■ Task item
Read through the data, and wherever a line holds the word "Aung", write that line out.

(Records excerpted from a collection)
↓

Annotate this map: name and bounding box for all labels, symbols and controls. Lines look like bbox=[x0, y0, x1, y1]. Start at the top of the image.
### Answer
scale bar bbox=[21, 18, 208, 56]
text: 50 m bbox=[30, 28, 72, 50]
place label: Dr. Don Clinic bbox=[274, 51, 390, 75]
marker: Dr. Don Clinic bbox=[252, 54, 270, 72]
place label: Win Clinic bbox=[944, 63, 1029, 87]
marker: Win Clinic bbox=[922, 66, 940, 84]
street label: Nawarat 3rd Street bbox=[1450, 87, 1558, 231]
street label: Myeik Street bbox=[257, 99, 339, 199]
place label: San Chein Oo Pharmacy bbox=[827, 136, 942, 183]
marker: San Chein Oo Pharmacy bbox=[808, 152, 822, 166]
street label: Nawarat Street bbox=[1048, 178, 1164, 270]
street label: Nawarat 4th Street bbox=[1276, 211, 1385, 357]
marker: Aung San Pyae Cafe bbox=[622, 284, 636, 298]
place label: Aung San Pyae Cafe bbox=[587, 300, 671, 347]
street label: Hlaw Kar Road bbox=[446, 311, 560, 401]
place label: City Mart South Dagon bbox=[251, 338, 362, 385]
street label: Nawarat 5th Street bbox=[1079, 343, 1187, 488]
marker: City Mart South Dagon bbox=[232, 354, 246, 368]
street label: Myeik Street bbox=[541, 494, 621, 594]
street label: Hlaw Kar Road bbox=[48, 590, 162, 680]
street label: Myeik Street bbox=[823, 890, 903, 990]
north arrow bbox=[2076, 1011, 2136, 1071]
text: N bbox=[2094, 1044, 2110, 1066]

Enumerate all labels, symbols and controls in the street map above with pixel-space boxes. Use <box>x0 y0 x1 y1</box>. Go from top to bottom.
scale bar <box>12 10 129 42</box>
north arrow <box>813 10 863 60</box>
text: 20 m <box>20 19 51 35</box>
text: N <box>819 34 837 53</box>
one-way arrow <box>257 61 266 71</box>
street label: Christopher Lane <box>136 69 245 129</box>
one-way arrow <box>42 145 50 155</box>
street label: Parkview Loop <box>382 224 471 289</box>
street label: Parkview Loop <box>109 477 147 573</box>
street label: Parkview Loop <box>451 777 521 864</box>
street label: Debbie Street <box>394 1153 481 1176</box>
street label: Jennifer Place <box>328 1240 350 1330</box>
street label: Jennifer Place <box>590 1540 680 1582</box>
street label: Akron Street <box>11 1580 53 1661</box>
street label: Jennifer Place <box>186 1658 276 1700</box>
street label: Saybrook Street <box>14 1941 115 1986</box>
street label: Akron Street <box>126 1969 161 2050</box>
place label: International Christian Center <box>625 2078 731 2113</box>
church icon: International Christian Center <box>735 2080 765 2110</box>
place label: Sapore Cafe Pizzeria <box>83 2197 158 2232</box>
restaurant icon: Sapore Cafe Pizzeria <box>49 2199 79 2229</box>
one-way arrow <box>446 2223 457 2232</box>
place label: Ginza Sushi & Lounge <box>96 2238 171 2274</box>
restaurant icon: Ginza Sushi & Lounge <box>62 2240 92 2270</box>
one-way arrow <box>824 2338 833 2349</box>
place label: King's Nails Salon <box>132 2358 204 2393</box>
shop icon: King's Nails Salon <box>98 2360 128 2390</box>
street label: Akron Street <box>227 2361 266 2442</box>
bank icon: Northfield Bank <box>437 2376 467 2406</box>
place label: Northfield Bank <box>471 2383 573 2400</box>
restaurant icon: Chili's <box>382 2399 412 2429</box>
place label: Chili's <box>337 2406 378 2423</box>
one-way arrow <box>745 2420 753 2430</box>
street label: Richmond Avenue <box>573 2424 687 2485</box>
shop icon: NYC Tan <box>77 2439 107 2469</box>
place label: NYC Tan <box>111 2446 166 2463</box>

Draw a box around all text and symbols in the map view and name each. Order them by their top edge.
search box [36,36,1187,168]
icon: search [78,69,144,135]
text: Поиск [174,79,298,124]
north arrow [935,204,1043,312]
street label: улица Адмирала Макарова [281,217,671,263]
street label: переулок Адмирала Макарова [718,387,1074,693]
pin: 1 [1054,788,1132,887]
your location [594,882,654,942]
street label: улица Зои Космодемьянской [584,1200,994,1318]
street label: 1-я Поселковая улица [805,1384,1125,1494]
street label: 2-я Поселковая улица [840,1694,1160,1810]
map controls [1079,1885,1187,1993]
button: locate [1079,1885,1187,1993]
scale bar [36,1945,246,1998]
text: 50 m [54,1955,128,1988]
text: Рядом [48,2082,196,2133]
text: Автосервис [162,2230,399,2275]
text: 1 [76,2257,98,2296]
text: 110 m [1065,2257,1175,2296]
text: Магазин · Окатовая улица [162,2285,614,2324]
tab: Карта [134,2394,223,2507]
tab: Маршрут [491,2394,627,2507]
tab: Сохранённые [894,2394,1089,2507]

↑

■ Written reply
marker: Aung San Pyae Cafe bbox=[622, 284, 636, 298]
place label: Aung San Pyae Cafe bbox=[587, 300, 671, 347]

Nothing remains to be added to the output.